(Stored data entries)
* * * * * * *

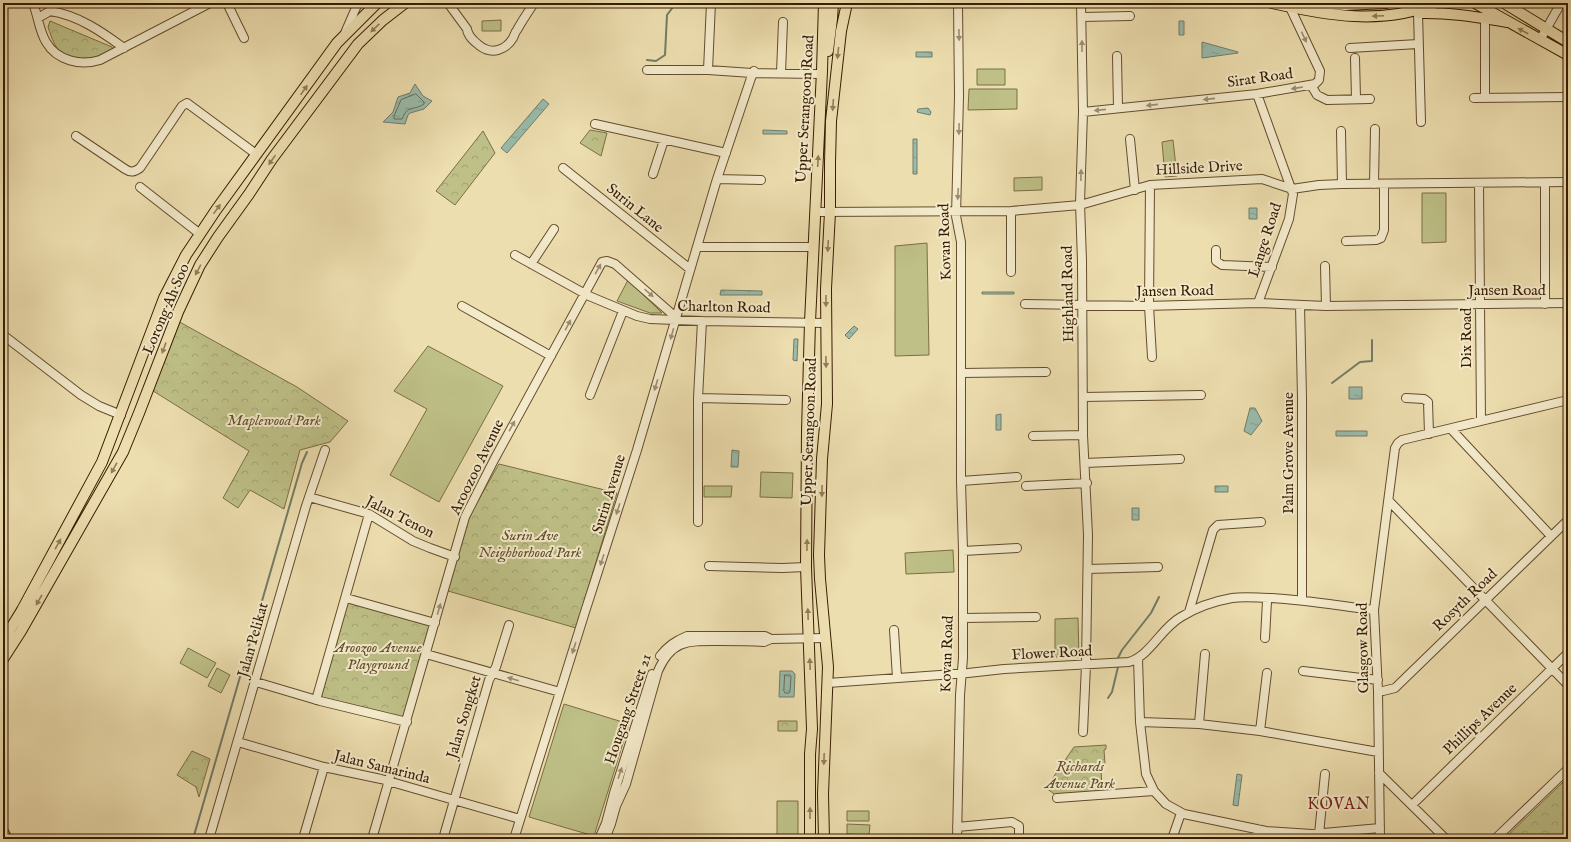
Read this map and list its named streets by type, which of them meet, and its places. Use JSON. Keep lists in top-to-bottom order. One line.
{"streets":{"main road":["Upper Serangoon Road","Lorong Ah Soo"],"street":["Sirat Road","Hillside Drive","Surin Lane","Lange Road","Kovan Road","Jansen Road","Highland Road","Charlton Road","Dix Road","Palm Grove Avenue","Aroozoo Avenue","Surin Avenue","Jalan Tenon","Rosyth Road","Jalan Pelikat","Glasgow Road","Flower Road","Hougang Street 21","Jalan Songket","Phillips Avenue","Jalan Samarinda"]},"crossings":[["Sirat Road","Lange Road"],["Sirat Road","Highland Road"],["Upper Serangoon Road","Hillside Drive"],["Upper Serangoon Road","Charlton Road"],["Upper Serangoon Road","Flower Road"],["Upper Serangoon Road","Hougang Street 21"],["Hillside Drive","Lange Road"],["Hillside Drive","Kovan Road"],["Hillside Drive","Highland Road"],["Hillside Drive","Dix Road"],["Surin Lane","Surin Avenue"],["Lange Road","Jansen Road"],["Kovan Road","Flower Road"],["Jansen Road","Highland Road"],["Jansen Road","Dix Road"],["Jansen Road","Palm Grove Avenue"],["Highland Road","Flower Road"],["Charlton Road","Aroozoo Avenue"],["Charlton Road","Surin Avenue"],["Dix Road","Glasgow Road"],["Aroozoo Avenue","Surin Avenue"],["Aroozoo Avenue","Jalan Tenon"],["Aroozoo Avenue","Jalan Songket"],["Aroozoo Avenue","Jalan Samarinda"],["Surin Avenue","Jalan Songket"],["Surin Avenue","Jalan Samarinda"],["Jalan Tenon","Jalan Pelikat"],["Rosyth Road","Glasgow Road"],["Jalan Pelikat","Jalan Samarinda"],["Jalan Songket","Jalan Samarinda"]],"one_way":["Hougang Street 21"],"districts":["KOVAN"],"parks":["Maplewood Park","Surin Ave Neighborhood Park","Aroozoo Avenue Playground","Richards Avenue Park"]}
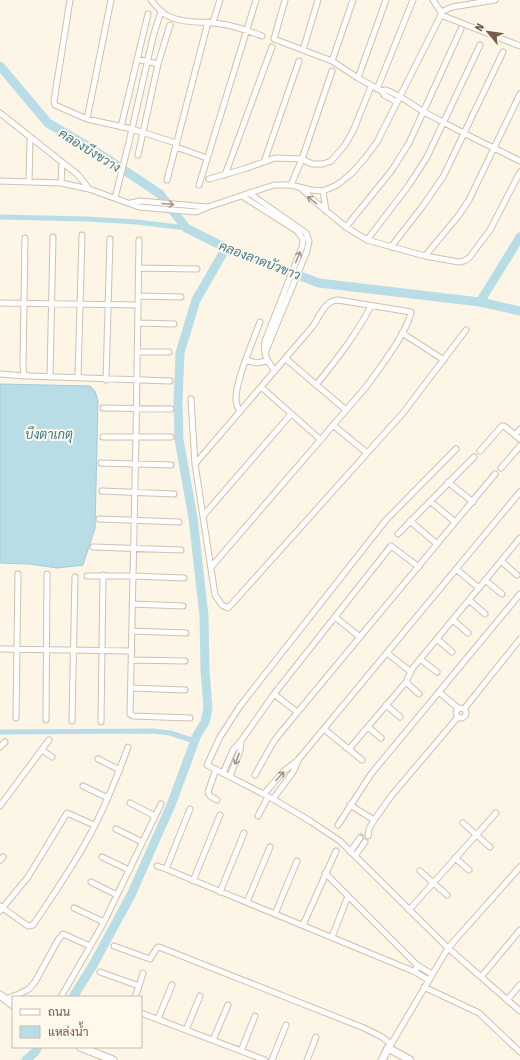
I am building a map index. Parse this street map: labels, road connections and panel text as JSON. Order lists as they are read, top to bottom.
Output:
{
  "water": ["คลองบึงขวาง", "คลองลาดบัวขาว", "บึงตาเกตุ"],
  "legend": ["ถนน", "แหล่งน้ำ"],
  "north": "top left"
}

* * * * * * *

* ACTIVITY: Leave the pictures behind and transcribe every record above exactly.

* RESULT OF THIS TASK:
Read this map and list its named streets by type, which of them meet, and its places. Use JSON. Keep lists in top-to-bottom order. One line.
{"streets":{"main road":["Upper Serangoon Road","Lorong Ah Soo"],"street":["Sirat Road","Hillside Drive","Surin Lane","Lange Road","Kovan Road","Jansen Road","Highland Road","Charlton Road","Dix Road","Palm Grove Avenue","Aroozoo Avenue","Surin Avenue","Jalan Tenon","Rosyth Road","Jalan Pelikat","Glasgow Road","Flower Road","Hougang Street 21","Jalan Songket","Phillips Avenue","Jalan Samarinda"]},"crossings":[["Sirat Road","Lange Road"],["Sirat Road","Highland Road"],["Upper Serangoon Road","Hillside Drive"],["Upper Serangoon Road","Charlton Road"],["Upper Serangoon Road","Flower Road"],["Upper Serangoon Road","Hougang Street 21"],["Hillside Drive","Lange Road"],["Hillside Drive","Kovan Road"],["Hillside Drive","Highland Road"],["Hillside Drive","Dix Road"],["Surin Lane","Surin Avenue"],["Lange Road","Jansen Road"],["Kovan Road","Flower Road"],["Jansen Road","Highland Road"],["Jansen Road","Dix Road"],["Jansen Road","Palm Grove Avenue"],["Highland Road","Flower Road"],["Charlton Road","Aroozoo Avenue"],["Charlton Road","Surin Avenue"],["Dix Road","Glasgow Road"],["Aroozoo Avenue","Surin Avenue"],["Aroozoo Avenue","Jalan Tenon"],["Aroozoo Avenue","Jalan Songket"],["Aroozoo Avenue","Jalan Samarinda"],["Surin Avenue","Jalan Songket"],["Surin Avenue","Jalan Samarinda"],["Jalan Tenon","Jalan Pelikat"],["Rosyth Road","Glasgow Road"],["Jalan Pelikat","Jalan Samarinda"],["Jalan Songket","Jalan Samarinda"]],"one_way":["Hougang Street 21"],"districts":["KOVAN"],"parks":["Maplewood Park","Surin Ave Neighborhood Park","Aroozoo Avenue Playground","Richards Avenue Park"]}
I am building a map index. Parse this street map: labels, road connections and panel text as JSON. Order lists as they are read, top to bottom.
Output:
{
  "water": ["คลองบึงขวาง", "คลองลาดบัวขาว", "บึงตาเกตุ"],
  "legend": ["ถนน", "แหล่งน้ำ"],
  "north": "top left"
}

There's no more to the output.